The European Data Protection Supervisor (EDPS) will soon decide what extra checks are necessary for cloud services under contract to EU institutions. The EDPS released a position paper this week to provide guidance on applying EU data privacy regulation to cloud computing and mobile applications.
Data protected under Regulation (EC) No 45/2001 can be transferred outside of the EU, for instance to a cloud service provider’s data center “when an adequate level of protection is guaranteed.” How the EDPS will determine that adequate level of protection for the transfer, storage, and processing of the data is the focus of the position paper.
The position paper, titled “The transfer of personal data to third countries and international organisations by EU institutions and bodies,” (PDF) cites the uneven degree of data protection among companies and nations.

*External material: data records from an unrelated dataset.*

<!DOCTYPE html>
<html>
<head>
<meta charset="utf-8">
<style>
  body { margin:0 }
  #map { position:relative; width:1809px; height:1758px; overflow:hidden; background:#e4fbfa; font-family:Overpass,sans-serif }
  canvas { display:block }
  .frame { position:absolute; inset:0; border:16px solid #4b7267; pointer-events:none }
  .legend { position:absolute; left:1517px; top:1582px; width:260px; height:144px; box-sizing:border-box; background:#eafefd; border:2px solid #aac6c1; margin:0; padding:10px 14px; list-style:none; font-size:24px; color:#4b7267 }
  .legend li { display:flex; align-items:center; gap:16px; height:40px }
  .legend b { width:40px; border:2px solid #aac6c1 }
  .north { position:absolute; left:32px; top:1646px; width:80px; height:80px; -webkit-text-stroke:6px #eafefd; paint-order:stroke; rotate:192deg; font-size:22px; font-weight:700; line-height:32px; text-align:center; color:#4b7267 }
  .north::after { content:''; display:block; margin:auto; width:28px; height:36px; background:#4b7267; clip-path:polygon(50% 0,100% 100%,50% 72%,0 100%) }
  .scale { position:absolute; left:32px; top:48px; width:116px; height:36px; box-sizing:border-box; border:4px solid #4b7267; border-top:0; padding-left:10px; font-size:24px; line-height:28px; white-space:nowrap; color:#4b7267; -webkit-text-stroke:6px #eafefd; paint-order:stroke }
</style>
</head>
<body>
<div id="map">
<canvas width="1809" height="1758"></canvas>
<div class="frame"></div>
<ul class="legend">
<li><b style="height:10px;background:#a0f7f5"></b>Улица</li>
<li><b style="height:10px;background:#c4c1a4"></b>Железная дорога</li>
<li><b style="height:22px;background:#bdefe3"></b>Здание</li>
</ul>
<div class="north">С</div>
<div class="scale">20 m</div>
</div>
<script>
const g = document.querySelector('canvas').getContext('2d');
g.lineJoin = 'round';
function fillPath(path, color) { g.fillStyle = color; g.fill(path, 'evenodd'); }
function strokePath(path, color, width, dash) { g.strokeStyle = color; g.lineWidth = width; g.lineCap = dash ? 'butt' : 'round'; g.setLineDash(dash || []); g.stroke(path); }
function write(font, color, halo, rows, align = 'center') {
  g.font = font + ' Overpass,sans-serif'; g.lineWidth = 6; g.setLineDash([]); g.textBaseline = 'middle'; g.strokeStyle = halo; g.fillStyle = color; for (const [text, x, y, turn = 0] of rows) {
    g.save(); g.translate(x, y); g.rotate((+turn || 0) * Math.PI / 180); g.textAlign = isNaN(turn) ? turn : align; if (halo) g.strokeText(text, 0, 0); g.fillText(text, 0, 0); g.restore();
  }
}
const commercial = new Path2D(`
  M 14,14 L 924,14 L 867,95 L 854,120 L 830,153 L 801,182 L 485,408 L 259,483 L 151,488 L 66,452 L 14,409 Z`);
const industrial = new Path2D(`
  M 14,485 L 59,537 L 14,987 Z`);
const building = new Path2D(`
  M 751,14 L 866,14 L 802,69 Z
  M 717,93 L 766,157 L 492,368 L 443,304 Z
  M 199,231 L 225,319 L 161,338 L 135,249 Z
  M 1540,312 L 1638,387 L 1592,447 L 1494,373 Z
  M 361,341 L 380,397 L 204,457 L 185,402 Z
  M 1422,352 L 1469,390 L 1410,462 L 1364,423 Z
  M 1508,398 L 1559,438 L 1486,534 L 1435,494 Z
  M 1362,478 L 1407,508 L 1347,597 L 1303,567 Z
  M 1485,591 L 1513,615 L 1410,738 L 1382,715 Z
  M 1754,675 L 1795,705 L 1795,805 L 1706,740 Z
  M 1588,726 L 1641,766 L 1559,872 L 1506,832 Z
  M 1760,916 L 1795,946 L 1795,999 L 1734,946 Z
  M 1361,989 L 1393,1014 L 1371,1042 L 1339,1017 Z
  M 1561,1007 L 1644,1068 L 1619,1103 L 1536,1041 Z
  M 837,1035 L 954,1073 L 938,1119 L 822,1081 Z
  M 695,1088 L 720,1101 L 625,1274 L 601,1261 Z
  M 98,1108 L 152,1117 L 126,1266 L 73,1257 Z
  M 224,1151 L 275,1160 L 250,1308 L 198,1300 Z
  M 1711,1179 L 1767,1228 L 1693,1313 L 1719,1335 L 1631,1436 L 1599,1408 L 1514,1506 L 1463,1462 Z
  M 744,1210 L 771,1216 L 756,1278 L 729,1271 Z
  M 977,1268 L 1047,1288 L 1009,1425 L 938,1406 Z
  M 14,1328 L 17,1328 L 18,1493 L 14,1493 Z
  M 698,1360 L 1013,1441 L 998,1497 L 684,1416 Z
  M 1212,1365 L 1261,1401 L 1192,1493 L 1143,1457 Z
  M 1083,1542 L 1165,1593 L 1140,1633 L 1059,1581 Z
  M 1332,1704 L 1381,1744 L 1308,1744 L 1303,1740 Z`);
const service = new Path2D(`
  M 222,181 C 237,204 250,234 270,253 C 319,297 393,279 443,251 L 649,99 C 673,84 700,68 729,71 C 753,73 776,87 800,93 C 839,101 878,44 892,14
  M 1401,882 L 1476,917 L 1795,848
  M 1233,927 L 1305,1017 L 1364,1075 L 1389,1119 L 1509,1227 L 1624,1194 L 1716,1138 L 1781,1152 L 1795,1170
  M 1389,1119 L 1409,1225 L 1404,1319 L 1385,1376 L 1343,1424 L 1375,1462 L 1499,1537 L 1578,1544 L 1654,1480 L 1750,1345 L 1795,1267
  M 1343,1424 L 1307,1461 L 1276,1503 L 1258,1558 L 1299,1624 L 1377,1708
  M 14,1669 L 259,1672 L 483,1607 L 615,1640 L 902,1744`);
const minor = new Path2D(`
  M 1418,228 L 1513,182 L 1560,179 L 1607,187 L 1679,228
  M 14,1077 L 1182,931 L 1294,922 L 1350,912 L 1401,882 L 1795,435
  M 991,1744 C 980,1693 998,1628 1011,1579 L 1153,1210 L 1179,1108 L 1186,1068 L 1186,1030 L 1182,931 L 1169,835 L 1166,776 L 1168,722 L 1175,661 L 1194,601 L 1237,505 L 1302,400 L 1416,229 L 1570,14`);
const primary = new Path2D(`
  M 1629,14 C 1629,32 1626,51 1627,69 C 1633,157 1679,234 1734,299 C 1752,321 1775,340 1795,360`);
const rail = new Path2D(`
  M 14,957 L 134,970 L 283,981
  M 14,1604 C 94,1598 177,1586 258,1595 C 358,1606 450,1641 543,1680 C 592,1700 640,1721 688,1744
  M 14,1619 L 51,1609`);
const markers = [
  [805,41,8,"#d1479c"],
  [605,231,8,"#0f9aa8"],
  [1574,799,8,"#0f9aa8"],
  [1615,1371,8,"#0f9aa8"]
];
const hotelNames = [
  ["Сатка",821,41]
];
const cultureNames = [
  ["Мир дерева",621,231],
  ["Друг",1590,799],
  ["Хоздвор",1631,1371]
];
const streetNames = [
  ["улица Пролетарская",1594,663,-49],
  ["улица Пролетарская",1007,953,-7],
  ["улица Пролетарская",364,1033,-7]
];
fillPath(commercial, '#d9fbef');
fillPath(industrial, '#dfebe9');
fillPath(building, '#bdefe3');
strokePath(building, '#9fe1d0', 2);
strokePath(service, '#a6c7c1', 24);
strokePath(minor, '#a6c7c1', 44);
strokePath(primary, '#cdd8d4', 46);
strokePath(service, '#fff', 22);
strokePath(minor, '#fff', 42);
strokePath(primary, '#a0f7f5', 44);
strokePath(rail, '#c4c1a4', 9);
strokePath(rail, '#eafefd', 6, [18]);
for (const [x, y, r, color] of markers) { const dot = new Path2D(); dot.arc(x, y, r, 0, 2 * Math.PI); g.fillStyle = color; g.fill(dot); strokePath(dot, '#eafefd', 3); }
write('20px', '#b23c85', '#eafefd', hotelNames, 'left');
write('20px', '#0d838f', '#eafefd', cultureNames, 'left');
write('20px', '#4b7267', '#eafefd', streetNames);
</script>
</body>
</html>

“In many cases, the level of data protection offered by third parties and international organizations is much lower than that of the European Union, or does not exist at all,” the paper says. “For this reason, before a transfer to a third country or international organization takes place, the controller should ensure that data subjects are adequately protected.”
The EDPS suggests that adequate protection is defined by six principles. Data should be processed only for a specific purpose, kept accurate and up to date, kept transparently and securely. The “data subject” should be able to access “all data relating to him/her” and deal with inaccuracies, and service providers should only transfer data to other parties which also meet the regulatory requirements.
The EDPS will perform checks and consultations to ensure cloud service providers comply with the rules in this way.
While the data security elements of “adequate protection” are likely easily met by service providers, those clauses relating to subject access and transparency may create some extra work for cloud companies working in the EU.